ASSIGNED TASK.
Your copy must hold every line of the records word for word. It must hold no pictures.
▶
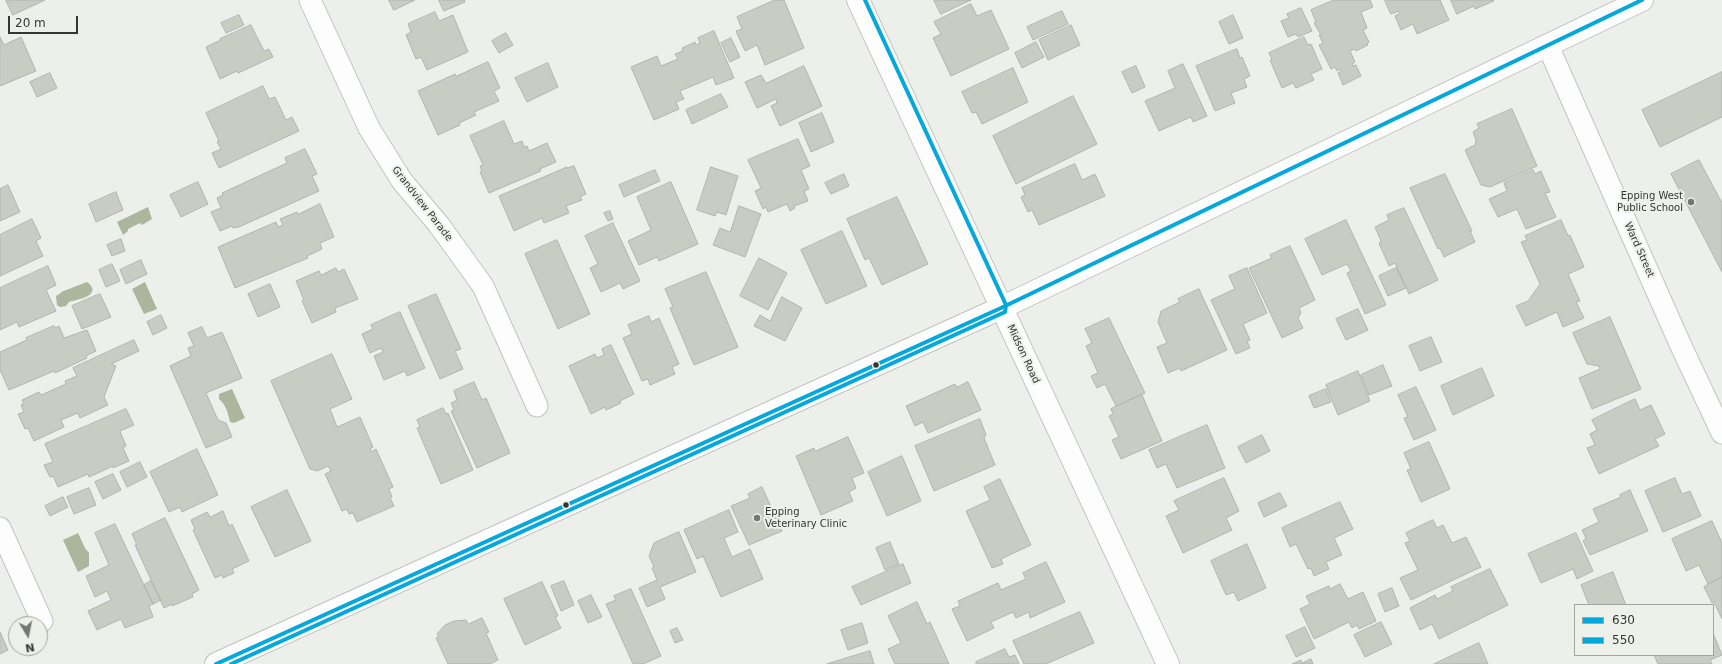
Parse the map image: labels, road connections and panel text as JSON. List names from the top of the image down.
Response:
{
  "streets": {
    "main road": ["Midson Road"],
    "street": ["Grandview Parade", "Ward Street"]
  },
  "places": ["Epping West Public School", "Epping Veterinary Clinic"],
  "lines": ["transit line 630", "transit line 550"],
  "legend": ["630", "550"],
  "scale_bar": "20 m",
  "north": "bottom"
}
◀
RESULT OF THIS EXERCISE.
Parse the map image: labels, road connections and panel text as JSON. List names from the top of the image down.
Response:
{
  "streets": {
    "main road": ["Midson Road"],
    "street": ["Grandview Parade", "Ward Street"]
  },
  "places": ["Epping West Public School", "Epping Veterinary Clinic"],
  "lines": ["transit line 630", "transit line 550"],
  "legend": ["630", "550"],
  "scale_bar": "20 m",
  "north": "bottom"
}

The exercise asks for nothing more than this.